What to work on:
Comb the records below for the string "Constituyentes" and copy each line where it turns up.

(Stored data entries)
=== Begin Enclosure ===

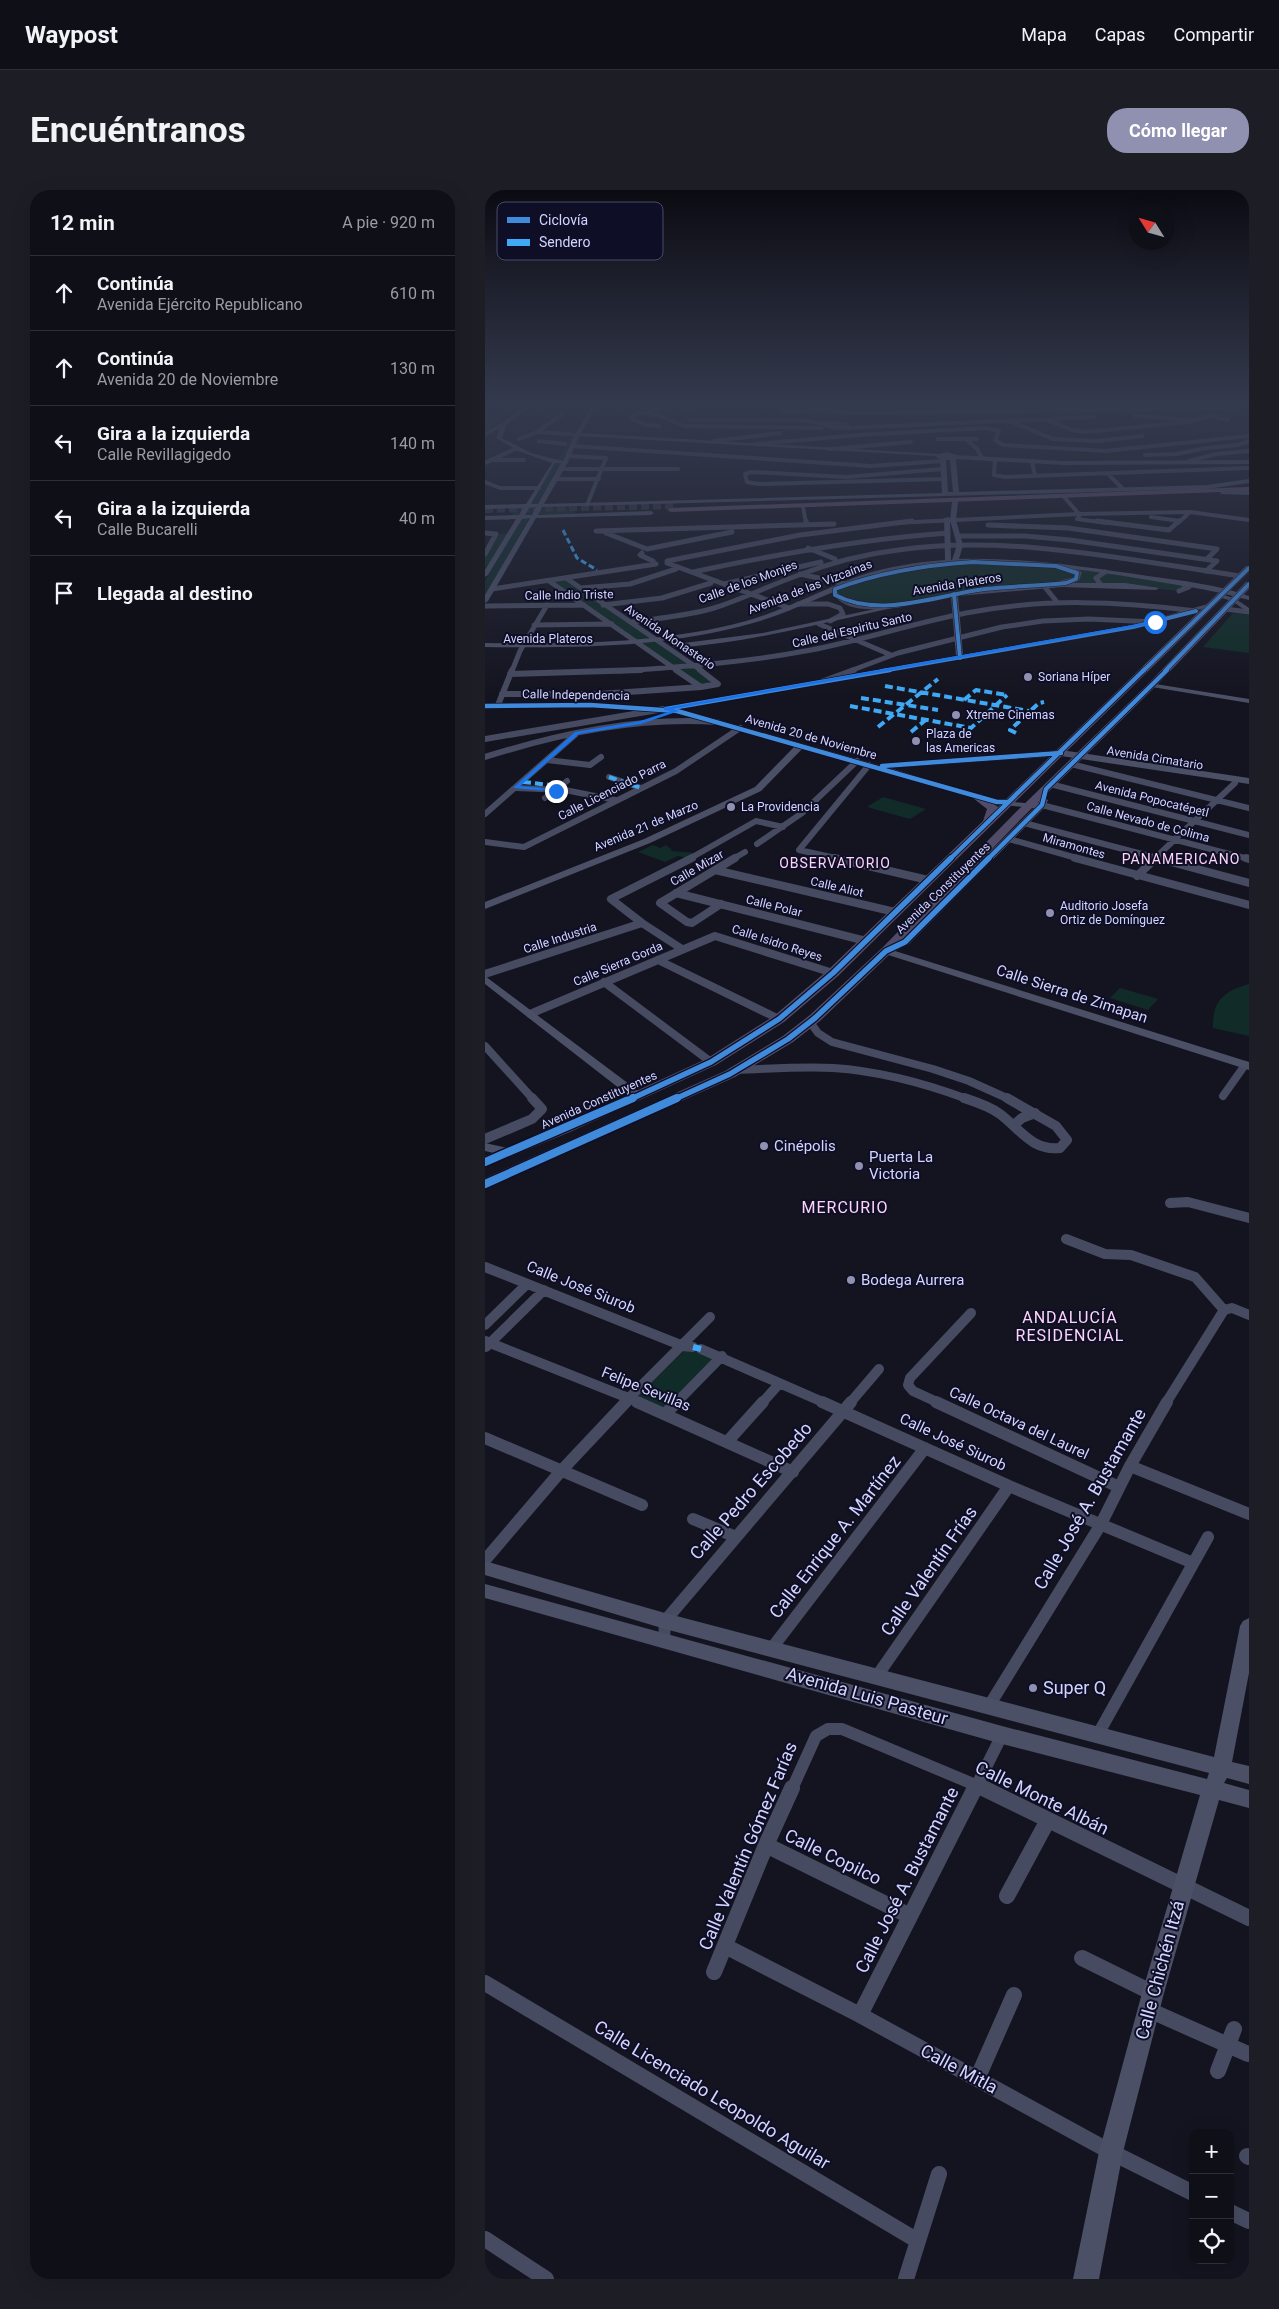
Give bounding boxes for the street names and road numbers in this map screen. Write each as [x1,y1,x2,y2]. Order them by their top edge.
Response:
street label: Avenida de las Vizcaínas [746,557,874,617]
street label: Calle de los Monjes [697,558,799,606]
street label: Avenida Plateros [912,570,1002,598]
street label: Calle Indio Triste [524,587,614,603]
street label: Avenida Monasterio [622,601,718,673]
street label: Calle del Espiritu Santo [791,609,913,651]
street label: Avenida Plateros [503,632,593,646]
street label: Calle Independencia [522,687,630,703]
street label: Avenida 20 de Noviembre [744,712,878,762]
street label: Avenida Cimatario [1106,743,1204,773]
street label: Calle Licenciado Parra [556,757,668,823]
street label: Avenida Popocatépetl [1094,778,1210,820]
street label: Avenida 21 de Marzo [592,798,700,854]
street label: Calle Nevado de Colima [1085,799,1211,845]
street label: Miramontes [1041,830,1107,862]
street label: Avenida Constituyentes [893,839,993,937]
street label: Calle Mizar [668,847,726,889]
street label: Calle Aliot [809,874,865,900]
street label: Calle Polar [744,892,804,920]
street label: Calle Industria [521,920,599,956]
street label: Calle Isidro Reyes [730,922,824,964]
street label: Calle Sierra Gorda [571,939,665,989]
street label: Calle Sierra de Zimapan [994,961,1150,1027]
street label: Avenida Constituyentes [539,1068,659,1132]
street label: Calle José Siurob [524,1257,638,1317]
street label: Felipe Sevillas [599,1363,693,1415]
street label: Calle Octava del Laurel [946,1383,1092,1463]
street label: Calle José A. Bustamante [1029,1404,1150,1593]
street label: Calle José Siurob [897,1409,1009,1475]
street label: Calle Pedro Escobedo [685,1418,816,1564]
street label: Calle Enrique A. Martínez [765,1451,905,1622]
street label: Calle Valentín Frías [876,1502,981,1639]
street label: Avenida Luis Pasteur [784,1662,950,1729]
street label: Calle Valentín Gómez Farías [694,1739,801,1953]
street label: Calle Monte Albán [972,1756,1112,1839]
street label: Calle José A. Bustamante [850,1783,963,1976]
street label: Calle Copilco [782,1824,885,1889]
street label: Calle Chichén Itzá [1131,1898,1188,2042]
street label: Calle Licenciado Leopoldo Aguilar [591,2016,834,2173]
street label: Calle Mitla [917,2039,1001,2098]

=== End Enclosure ===

Response for this exercise:
street label: Avenida Constituyentes [893,839,993,937]
street label: Avenida Constituyentes [539,1068,659,1132]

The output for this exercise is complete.